DellEMC RecoverPoint times out and replication keeps failing constantly

Products

VMware vSphere ESXi

Issue/Introduction

Symptoms:

DellEMC RecoverPoint may report constant replication failures and become unstable.
vSocket debug logging on RecoverPoint Appliance may report :

Deadlock and send timeouts.
The iofilter daemon is stuck waiting for data from another VM.

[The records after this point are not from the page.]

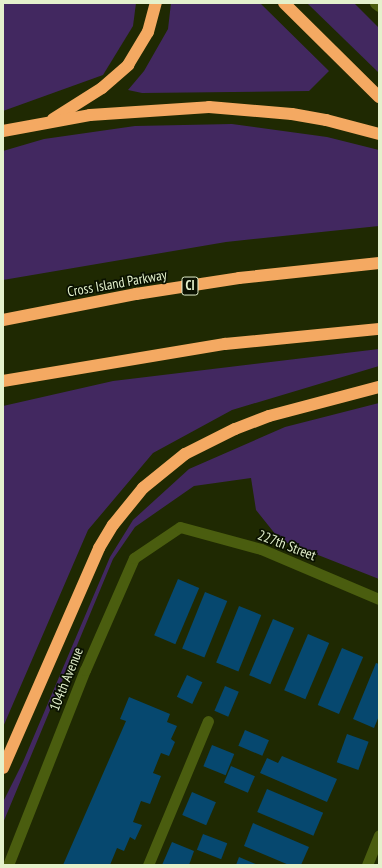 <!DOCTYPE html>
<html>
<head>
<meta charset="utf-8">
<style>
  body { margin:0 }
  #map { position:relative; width:382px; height:868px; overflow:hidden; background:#1f2902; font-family:"PT Sans Narrow",sans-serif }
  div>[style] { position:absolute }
  .green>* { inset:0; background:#422860 }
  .building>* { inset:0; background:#06486f; transform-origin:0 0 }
  .service>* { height:11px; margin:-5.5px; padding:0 5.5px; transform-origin:5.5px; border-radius:5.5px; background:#4a5d0f }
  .minor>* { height:11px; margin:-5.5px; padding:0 5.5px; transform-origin:5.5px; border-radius:5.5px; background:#4a5d0f }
  .motorway>* { height:12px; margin:-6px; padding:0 6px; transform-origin:6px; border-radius:6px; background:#f4a962 }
  span { translate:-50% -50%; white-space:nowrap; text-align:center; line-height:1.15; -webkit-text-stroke:3.5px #0a1100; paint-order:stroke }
  .shield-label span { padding:1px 3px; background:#0a1100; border:1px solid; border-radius:3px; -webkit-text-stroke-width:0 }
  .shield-label { font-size:13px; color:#e4f1cc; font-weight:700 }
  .street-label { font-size:14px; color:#e4f1cc }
  .frame { position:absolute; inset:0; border:4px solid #e4f1cc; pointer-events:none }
</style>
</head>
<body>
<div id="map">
  <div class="green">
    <div style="clip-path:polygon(3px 3px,136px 3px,133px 26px,103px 75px,3px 111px)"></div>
    <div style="clip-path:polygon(171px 3px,260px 3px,329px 71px,309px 91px,142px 93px,128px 90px,144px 71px,168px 29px)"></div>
    <div style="clip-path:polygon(307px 3px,354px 3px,379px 28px,379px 73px)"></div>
    <div style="clip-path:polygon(232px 124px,327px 137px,379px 150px,379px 226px,226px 242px,3px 280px,3px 151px,44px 139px,135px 126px)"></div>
    <div style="clip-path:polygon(379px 349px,379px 366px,232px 410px,153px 453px,88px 530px,3px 727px,3px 406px,113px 381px)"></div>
    <div style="clip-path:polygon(379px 403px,379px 579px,280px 540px,256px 510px,251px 478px,194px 486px,135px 527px,113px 559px,3px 823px,3px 802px,23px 762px,110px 557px,133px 520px,189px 469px,285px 427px)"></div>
  </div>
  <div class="building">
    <div style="left:178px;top:579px;width:23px;height:61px;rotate:23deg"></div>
    <div style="left:205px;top:592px;width:24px;height:61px;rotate:22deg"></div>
    <div style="left:239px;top:606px;width:24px;height:61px;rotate:22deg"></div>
    <div style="left:273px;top:619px;width:23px;height:61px;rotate:23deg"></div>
    <div style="left:308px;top:634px;width:23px;height:61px;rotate:23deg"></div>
    <div style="left:342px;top:648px;width:23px;height:62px;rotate:23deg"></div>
    <div style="clip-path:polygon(376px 663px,379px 664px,379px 716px,374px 728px,353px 719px)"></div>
    <div style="left:187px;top:675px;width:17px;height:24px;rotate:25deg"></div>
    <div style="left:225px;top:686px;width:15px;height:27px;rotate:23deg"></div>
    <div style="clip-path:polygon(129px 697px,170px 714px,167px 722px,177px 726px,171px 739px,175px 742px,169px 756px,161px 753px,153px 773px,161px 776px,150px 804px,141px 801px,133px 822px,142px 825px,135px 840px,130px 837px,124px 851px,117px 848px,110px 865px,63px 865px,126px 721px,120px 719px)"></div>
    <div style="left:245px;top:730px;width:26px;height:17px;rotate:23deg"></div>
    <div style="left:347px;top:734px;width:23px;height:30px;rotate:20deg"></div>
    <div style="left:212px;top:745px;width:24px;height:23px;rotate:22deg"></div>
    <div style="clip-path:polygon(282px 756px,337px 779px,327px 802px,260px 773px,267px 758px,278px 763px)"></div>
    <div style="left:231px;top:766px;width:26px;height:18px;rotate:23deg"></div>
    <div style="left:267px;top:789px;width:61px;height:25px;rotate:23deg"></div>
    <div style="left:192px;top:792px;width:26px;height:25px;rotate:23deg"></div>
    <div style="clip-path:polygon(253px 823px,309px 847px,301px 865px,289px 865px,244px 846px)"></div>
    <div style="left:203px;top:834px;width:26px;height:17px;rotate:21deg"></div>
    <div style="clip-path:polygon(172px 842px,194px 851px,189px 865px,162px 865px)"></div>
    <div style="clip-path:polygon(239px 857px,258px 865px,236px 865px)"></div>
  </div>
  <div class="service">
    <div style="left:148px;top:865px;width:156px;rotate:-67.4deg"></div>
  </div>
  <div class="minor">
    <div style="left:375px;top:3px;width:5px;rotate:37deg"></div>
    <div style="left:8px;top:865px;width:210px;rotate:-68.5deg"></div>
    <div style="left:85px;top:670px;width:122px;rotate:-66.4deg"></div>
    <div style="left:134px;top:558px;width:55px;rotate:-34deg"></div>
    <div style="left:180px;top:527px;width:84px;rotate:15.2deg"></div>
    <div style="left:261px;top:549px;width:128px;rotate:23deg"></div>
    <div style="left:367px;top:865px;width:32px;rotate:-68deg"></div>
  </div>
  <div class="motorway">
    <div style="left:284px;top:3px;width:134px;rotate:44.7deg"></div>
    <div style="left:53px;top:119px;width:58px;rotate:-32.3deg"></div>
    <div style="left:102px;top:88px;width:35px;rotate:-41deg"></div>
    <div style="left:128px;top:65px;width:39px;rotate:-59deg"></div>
    <div style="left:148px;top:32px;width:30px;rotate:-75deg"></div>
    <div style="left:3px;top:131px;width:88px;rotate:-10.4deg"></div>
    <div style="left:90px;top:115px;width:119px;rotate:-3.8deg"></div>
    <div style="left:209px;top:107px;width:83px;rotate:4.8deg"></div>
    <div style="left:292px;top:114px;width:35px;rotate:10deg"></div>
    <div style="left:326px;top:120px;width:55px;rotate:14.8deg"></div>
    <div style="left:3px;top:320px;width:136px;rotate:-11.1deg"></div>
    <div style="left:136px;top:294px;width:104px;rotate:-8.8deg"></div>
    <div style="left:239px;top:278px;width:141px;rotate:-6.1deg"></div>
    <div style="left:3px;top:381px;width:225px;rotate:-9.5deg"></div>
    <div style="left:225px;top:344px;width:155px;rotate:-5.6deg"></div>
    <div style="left:3px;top:768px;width:240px;rotate:-66.4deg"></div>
    <div style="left:99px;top:548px;width:27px;rotate:-59deg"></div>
    <div style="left:113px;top:525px;width:48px;rotate:-51deg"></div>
    <div style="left:143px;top:488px;width:54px;rotate:-39deg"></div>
    <div style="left:185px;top:454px;width:56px;rotate:-26.6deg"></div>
    <div style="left:235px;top:429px;width:36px;rotate:-21deg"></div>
    <div style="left:269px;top:416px;width:114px;rotate:-14.8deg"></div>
  </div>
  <div class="shield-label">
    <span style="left:190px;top:286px">CI</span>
  </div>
  <div class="street-label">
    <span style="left:117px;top:283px;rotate:-10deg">Cross Island Parkway</span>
    <span style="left:287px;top:545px;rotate:21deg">227th Street</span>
    <span style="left:66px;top:679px;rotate:-68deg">104th Avenue</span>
  </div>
  <div class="frame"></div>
</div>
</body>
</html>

2019/08/07 11:20:40.600 - #1 - 4429/4339 - SocketInfoJIRAF::isFDReady: poll timeout errno = 92 a_expireTimeUsecs = 52487696116( m_lr=(0x74656b636f5376,0x2000013ba,e_JIRAF) m_handle=0 m_openCount=3 m_status=e_OK m_cidPort = 2:5050 m_afVMCI = 40 m_sockFD = 160)
2019/08/07 11:21:40.640 - #1 - 4429/4339 - SocketInfoJIRAF::isFDReady: poll timeout errno = 92 a_expireTimeUsecs = 52547753234( m_lr=(0x74656b636f5376,0x2000013ba,e_JIRAF) m_handle=0 m_openCount=3 m_status=e_OK m_cidPort = 2:5050 m_afVMCI = 40 m_sockFD = 160)
2019/08/07 11:22:40.675 - #1 - 4429/4339 - SocketInfoJIRAF::isFDReady: poll timeout errno = 92 a_expireTimeUsecs = 52607792673( m_lr=(0x74656b636f5376,0x2000013ba,e_JIRAF) m_handle=0 m_openCount=3 m_status=e_OK m_cidPort = 2:5050 m_afVMCI = 40 m_sockFD = 160)

The ESXi host log (iofilterd-emcjiraf.log) contains the error log messages as shown below:

2019-08-07T11:20:45Z iofilterd-emcjiraf[68109]: jiraf_receive_msg: unknown cmd type
2019-08-07T11:21:04Z iofilterd-emcjiraf[68109]: jiraf_receive_msg: unknown cmd type
2019-08-07T11:21:04Z iofilterd-emcjiraf[68109]: jiraf_receive_msg: unknown cmd type
2019-08-07T11:21:04Z iofilterd-emcjiraf[68109]: jiraf_receive_msg: unknown cmd type

NOTE:The preceding log excerpts are only examples.Date,time and environmental variables may vary depending on your environment.

Environment

VMware vSphere 7.x

VMware vSphere 8.x

Cause

RecoverPoint IO-filter daemon is single threaded.

A deadlock could occur, where the IO filter daemon is stuck in a vSocket receive, because an unknown command type was received from one of the Recover Point Appliance(RPA) VMs. In this case, no communication would happen until the deadlock was resolved.
The second issue was that the IO filter daemon was scanning datastores for new files - again in the single thread of the daemon. This scanning would occur periodically (every 30 seconds appeared to be the default setting), and nothing else would happen during this scan. These scans could take several minutes, if access to datastores was slow, and thereby causing vSocket timeouts in the RP appliance VMs, since the IO filter daemon would not process vSocket communication during the scans.

Resolution

This is not a VMware issue.

Workaround:

Contact DellEMC support to implement the below workaround.

To change vSocket timeout values in EMC RP iofilter deamon:

t_JIRAFvSocketTimeoutSecs - change from 10 to 30 [how long RP waited for the vSocket communication]

t_SocketIOProviderDeadlockConfig - change the value to 35 [how long before a dedlock was declared ]

For more information refer to Dell EMC KB :RecoverPoint for Virtual Machines: Intermittent Loss of Access to Journal & Repository Volumes

Disclaimer: VMware is not responsible for the reliability of any data, opinions, advice or statements made on third-party websites. Inclusion of such links does not imply that VMware endorses, recommends or accepts any responsibility for the content of such sites.